Logstash filter for FTP logs

Hello Team,

I need to put filters for logstash for querying data coming from FTP servers. I havent worked on filters much, just have rough idea, so i created one for some below test logs:

Thu Jul  4 06:01:45 2019 [pid 43249] [xyz] OK DOWNLOAD: Client \"x.x.x.x\", \"/commonupdater/sitestat.xml\", 118 bytes, 2.64Kbyte/sec","popId":"1","hostIpAddress":"x.x.x.x","host":"ftp-1-2","data_field":"raw","type":"ftp-log
Thu Jul  4 06:20:14 2019 [pid 55668] [xyz] OK DOWNLOAD: Client \"x.x.x.x\", \"/commonupdater/sitestat.xml\", 118 bytes, 2.58Kbyte/sec","popId":"2","hostIpAddress":"x.x.x.x","host":"ftp-2-2","data_field":"raw","type":"ftp-log"
Thu Jul  4 06:20:13 2019 [pid 55666] [xyz] OK LOGIN: Client \"x.x.x.x\", anon password \"NcFTP@\"","popId":"3","hostIpAddress":"x.x.x.x","host":"ftp-2-3","data_field":"raw","type":"ftp-log"
Thu Jul  4 06:20:13 2019 [pid 55667] CONNECT: Client \"x.x.x.x\"","popId":"4","hostIpAddress":"x.x.x.x","host":"ftp-1-2","data_field":"raw","type":"ftp-log"
Thu Jul  4 06:20:11 2019 [pid 43201] CONNECT: Client \"x.x.x.x\"","popId":"5","hostIpAddress":"x.x.x.x","host":"ftp-2-4","data_field":"raw","type":"ftp-log"
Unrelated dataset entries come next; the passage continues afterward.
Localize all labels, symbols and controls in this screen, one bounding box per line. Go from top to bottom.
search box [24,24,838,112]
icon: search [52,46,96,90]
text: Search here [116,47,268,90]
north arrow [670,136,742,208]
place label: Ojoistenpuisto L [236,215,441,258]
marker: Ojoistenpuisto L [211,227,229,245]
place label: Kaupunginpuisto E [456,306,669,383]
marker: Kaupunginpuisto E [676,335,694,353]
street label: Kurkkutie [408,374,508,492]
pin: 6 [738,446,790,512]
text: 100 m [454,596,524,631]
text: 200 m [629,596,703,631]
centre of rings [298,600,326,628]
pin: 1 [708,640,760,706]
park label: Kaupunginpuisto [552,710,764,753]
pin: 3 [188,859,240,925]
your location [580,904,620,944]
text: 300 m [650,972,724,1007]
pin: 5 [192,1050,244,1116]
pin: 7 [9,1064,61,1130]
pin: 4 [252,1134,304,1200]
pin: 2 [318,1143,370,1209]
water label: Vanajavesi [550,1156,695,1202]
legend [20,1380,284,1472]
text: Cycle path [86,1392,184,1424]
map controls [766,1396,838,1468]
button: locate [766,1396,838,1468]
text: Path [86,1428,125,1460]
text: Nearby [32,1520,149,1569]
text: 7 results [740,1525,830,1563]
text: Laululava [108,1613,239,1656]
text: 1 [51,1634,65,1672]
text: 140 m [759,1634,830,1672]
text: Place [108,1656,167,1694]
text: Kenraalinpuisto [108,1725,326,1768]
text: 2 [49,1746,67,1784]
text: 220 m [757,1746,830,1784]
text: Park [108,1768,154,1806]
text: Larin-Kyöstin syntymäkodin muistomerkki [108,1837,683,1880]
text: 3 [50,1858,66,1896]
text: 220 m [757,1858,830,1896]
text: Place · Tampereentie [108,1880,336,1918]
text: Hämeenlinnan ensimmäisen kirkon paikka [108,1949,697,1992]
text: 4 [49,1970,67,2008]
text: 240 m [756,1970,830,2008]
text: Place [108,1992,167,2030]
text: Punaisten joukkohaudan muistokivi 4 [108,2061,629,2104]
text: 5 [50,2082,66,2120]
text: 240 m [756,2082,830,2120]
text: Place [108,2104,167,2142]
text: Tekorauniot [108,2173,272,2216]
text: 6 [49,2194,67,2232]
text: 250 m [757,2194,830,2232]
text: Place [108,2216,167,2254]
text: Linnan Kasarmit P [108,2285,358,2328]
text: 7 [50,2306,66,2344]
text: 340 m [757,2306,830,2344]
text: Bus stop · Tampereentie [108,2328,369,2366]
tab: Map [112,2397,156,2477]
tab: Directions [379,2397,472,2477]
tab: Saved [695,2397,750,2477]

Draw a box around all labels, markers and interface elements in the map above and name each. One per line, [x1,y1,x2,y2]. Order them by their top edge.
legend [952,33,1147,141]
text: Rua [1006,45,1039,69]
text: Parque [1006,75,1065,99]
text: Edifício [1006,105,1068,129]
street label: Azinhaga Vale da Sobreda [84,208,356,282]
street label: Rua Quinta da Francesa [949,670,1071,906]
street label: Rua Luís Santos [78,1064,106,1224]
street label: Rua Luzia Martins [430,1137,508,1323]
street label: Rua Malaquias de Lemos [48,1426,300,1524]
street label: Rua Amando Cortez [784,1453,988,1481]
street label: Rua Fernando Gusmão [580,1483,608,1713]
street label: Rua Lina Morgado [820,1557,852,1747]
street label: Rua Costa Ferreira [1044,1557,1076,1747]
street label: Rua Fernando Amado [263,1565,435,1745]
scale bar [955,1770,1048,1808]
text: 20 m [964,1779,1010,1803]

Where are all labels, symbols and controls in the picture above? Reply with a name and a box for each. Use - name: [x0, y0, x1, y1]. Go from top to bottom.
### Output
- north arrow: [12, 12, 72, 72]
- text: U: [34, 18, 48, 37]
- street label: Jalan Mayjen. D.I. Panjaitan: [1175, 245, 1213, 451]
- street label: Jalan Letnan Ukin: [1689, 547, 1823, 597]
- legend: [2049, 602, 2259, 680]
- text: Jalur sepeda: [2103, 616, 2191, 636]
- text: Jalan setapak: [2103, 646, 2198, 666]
In these logs line I need following filters, rest can be ignored:

  1. Status: OK DOWNLOAD, FAIL DOWNLOAD, CONNECT
  2. Client IP
  3. File Name: /commonupdater/sitestat.xml, etc.
  4. Size of file: In bytes
  5. Download rate: In bytes/sec

For this I created fiter pattern:

filter {
  grok {
    match => {"message" => "%{MONTH} +%{MONTHDAY} %{TIME} %{YEAR} (\[%{GREEDYDATA:pidno}\] )?(\[%{WORD:comp}\] )?(%{WORD:status} )?(%{WORD:download}:)?(%{WORD:client} )?(\"%{IPV4:ipaddr}\", )?(\"%{GREEDYDATA:filename}\", )?(%{GREEDYDATA:size} )?(%{GREEDYDATA:speed} )?"}
  }
    mutate {
      remove_field => [ "pidno", "comp", "download", "client" ]
    }
}

Thanks in Advance

Do not bother naming fields if you are just going to drop them. Instead of %{GREEDYDATA:pidno} you can just use %{GREEDYDATA}

Personally I would use dissect to take off the prefix to the line that is consistently formatted.

    dissect { mapping => { "message" => "%{[@metadata][ts]} %{+[@metadata][ts]->} %{+[@metadata][ts]} %{+[@metadata][ts]} %{+[@metadata][ts]} [pid %{}] %{[@metadata][restOfLine]}" } }
    grok { match => { "[@metadata][restOfLine]" => '(\[%{WORD}\] )?%{DATA:operation}: Client "%{IPV4:ipaddr}",' } }
    if "DOWNLOAD" in [@metadata][restOfLine] {
        grok { match => { "[@metadata][restOfLine]" => 'Client "%{IPV4}", "(?<filepath>[^"]+)", %{INT:filesize:int} bytes, %{NUMBER:rate:float}Kbyte/sec' } }
    }
    date { match => [ "[@metadata][ts]", "EEE MMM dd HH:mm:ss YYYY" ] }

Thanks Badger,

Is there any docs or some site to refer with and study more about this.

There's and old post about it, but you can take it as a reference (here)

I tried that one, but still same error.

What error? The set of filters I posted works against the set of data you posted.

After setting filter given by you, I cant see any logs coming to elasticsearch even though there are no error messages in logstash logs.